Report each line of the data that has "halo" somewhere in it.
(Beginning of THE DATA)
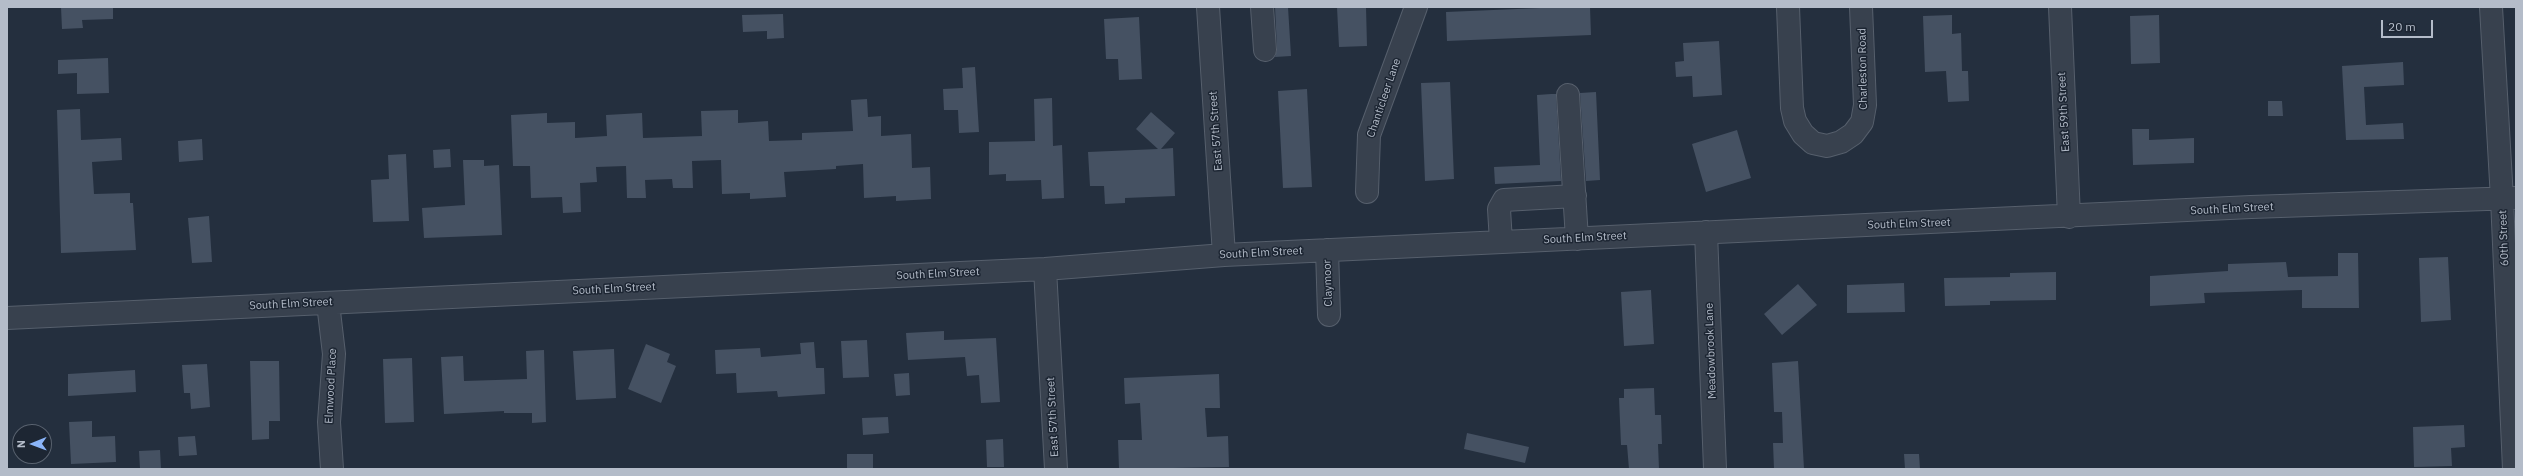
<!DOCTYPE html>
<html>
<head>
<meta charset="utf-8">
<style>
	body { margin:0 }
	#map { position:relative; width:2523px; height:476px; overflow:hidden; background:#242f3e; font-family:"IBM Plex Sans",sans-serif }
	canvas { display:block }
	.frame { position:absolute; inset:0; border:8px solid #b4bcc9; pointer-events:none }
	.north { position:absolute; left:12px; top:424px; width:40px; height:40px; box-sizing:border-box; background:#1d2633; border:1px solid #59626f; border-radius:50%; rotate:269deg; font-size:11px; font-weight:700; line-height:16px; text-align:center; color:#b4bcc9 }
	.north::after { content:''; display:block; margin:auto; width:14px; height:18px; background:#8ab4f8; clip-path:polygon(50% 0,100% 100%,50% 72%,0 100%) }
	.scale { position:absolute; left:2381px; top:20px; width:52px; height:18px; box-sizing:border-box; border:2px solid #b4bcc9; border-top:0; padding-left:5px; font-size:12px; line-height:14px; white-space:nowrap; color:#b4bcc9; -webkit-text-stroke:3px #1d2633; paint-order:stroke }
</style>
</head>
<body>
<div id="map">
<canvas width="2523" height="476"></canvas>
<div class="frame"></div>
<div class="north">N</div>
<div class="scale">20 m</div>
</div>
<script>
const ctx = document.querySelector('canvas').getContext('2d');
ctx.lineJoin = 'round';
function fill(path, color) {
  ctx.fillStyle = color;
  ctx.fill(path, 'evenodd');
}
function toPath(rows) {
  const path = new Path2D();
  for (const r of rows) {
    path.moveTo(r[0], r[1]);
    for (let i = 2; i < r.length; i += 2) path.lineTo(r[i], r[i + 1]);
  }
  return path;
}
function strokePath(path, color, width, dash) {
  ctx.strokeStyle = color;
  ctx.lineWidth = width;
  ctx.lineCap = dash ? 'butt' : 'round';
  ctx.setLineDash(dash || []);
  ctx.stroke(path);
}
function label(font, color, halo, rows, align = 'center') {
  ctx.font = font + ' "IBM Plex Sans",sans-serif';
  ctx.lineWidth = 3;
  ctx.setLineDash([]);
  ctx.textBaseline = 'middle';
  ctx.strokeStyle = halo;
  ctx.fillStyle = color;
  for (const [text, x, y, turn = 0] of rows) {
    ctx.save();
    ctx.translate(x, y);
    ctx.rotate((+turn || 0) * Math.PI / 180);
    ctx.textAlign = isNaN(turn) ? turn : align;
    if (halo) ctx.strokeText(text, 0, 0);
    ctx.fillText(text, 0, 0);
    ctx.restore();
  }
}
fill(toPath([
	[61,7,113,7,113,19,82,20,83,28,62,29],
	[1275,7,1288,7,1291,56,1275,57,1277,49],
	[1337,7,1366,7,1367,46,1339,47],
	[1564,7,1590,7,1591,35,1447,41,1446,12],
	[783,14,784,38,767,39,767,31,743,32,742,15],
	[1952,15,1952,34,1961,33,1962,71,1968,71,1969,101,1948,102,1946,71,1925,72,1923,16],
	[2159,15,2160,63,2131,64,2130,16],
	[1139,17,1142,79,1119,80,1118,59,1106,59,1104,19],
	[1719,41,1722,95,1693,97,1692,76,1676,77,1675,62,1684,61,1683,43],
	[108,58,109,93,77,94,77,73,58,74,58,60],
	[2403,62,2404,85,2364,87,2366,125,2403,123,2404,139,2346,140,2342,66],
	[975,67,979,132,959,133,958,110,944,110,943,89,963,88,962,68],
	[1450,82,1454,179,1425,181,1421,83],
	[1307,89,1312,187,1283,188,1278,91],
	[1596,92,1600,180,1586,181,1580,93],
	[1551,94,1556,94,1561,181,1495,184,1494,167,1540,165,1537,95],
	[1052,98,1053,146,1062,145,1064,198,1042,199,1041,180,1006,181,1006,174,989,175,989,142,1035,141,1034,99],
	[867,99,868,117,881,116,881,136,911,134,912,168,930,167,931,199,896,201,896,196,864,198,863,164,836,166,836,169,784,172,786,197,750,199,750,193,722,194,721,160,692,161,693,188,673,188,672,179,645,180,646,198,627,198,626,166,596,167,597,182,580,183,581,212,563,213,562,197,531,198,530,166,513,166,511,115,547,113,547,123,575,122,575,138,607,136,606,115,642,113,643,138,702,136,701,111,738,110,738,123,768,121,769,141,802,140,802,133,853,131,851,100],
	[2268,101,2282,101,2283,116,2268,116],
	[80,109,81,140,121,138,122,160,92,162,94,194,130,193,130,203,133,203,136,250,61,253,57,110],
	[1151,112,1175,133,1161,149,1173,148,1175,196,1125,198,1125,203,1105,204,1104,186,1090,186,1088,152,1158,149,1136,129],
	[2132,129,2149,129,2149,140,2194,138,2194,163,2133,165],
	[1737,130,1751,178,1706,192,1692,144],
	[202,139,203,160,179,162,178,141],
	[450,149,451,167,434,168,433,150],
	[406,154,409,221,373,222,371,180,389,179,388,155],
	[463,160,484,160,484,166,499,165,502,235,424,238,422,208,465,205],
	[209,216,212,262,192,263,188,218],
	[2338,253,2358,253,2359,308,2302,308,2302,290,2204,293,2205,303,2150,306,2150,276,2228,271,2228,264,2286,262,2288,277,2338,276],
	[2448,257,2451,320,2421,322,2419,258],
	[2056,272,2056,300,1990,301,1990,305,1945,306,1944,278,2010,277,2010,273],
	[1904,283,1905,312,1847,313,1847,285],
	[1798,284,1817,305,1782,335,1764,314],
	[1651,290,1654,344,1624,346,1621,292],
	[944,331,944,340,996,338,1000,402,981,403,979,375,967,376,965,357,908,360,906,333],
	[867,340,869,377,843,378,841,341],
	[814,342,816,368,824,368,825,394,778,397,777,391,737,393,736,373,716,374,715,350,760,348,761,357,801,354,800,343],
	[646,344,670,354,667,362,676,366,661,403,628,389],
	[614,349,616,398,576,400,573,351],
	[544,350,546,422,532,423,532,413,504,413,504,411,444,414,441,357,463,356,464,381,527,379,526,351],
	[412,358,414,422,385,423,383,359],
	[250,361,279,361,280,421,269,421,269,439,252,440],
	[1798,361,1804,469,1774,469,1773,443,1783,443,1782,412,1774,412,1772,363],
	[207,364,210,407,191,409,190,393,184,393,182,365],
	[135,370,136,392,68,396,68,374],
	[909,373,910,395,896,396,894,374],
	[1219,374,1220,408,1205,408,1207,437,1228,436,1229,467,1119,469,1118,440,1142,440,1140,403,1125,404,1124,378],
	[1654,388,1655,415,1661,415,1662,444,1658,444,1659,469,1629,469,1627,445,1621,445,1619,398,1624,398,1624,389],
	[888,417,889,433,863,435,862,418],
	[92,421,92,437,115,436,116,462,71,464,69,422],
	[2464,425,2465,447,2451,448,2452,466,2414,467,2413,427],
	[1467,433,1529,447,1525,463,1464,449],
	[195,436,197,455,179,456,178,437],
	[1003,439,1004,467,987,467,986,440],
	[160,450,161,469,140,469,139,451],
	[847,454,873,454,873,469,847,469],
	[1904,454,1919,454,1920,469,1905,469]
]), '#455162');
const minor = toPath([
	[1208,7,1224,255],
	[1262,7,1265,50],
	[1788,7,1792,108,1795,121,1803,134,1813,143,1827,146,1841,142,1853,134,1862,122,1865,105,1861,7],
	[2060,7,2069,217],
	[2491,7,2502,199,2514,469],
	[1568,95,1577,239],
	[1367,192,1369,135,1416,7],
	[1706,232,1715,469],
	[1501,242,1499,209,1504,200,1575,196],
	[1327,250,1329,315],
	[1045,269,1056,469],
	[328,303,334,354,329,422,332,469],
	[7,318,1045,269,1224,255,2251,207,2516,198]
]);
strokePath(minor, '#565f6c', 24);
strokePath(minor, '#38414e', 22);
label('11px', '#b4bcc9', '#1d2633', [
	["Charleston Road",1863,69,-91],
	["Chanticleer Lane",1384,98,-71],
	["East 59th Street",2064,112,-93],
	["East 57th Street",1216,131,-94],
	["South Elm Street",2232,209,-3],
	["South Elm Street",1909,224,-2],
	["South Elm Street",1585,238,-3],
	["60th Street",2504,238,-92],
	["South Elm Street",1261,253,-3],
	["South Elm Street",938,274,-3],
	["Claymoor",1328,283,-92],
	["South Elm Street",614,289,-3],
	["South Elm Street",291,304,-3],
	["Meadowbrook Lane",1711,351,-92],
	["Elmwood Place",331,386,-87],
	["East 57th Street",1053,417,-93]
]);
</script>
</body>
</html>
(End of THE DATA)
■ WRITTEN SOLUTION ■
function label(font, color, halo, rows, align = 'center') {
  ctx.strokeStyle = halo;
    if (halo) ctx.strokeText(text, 0, 0);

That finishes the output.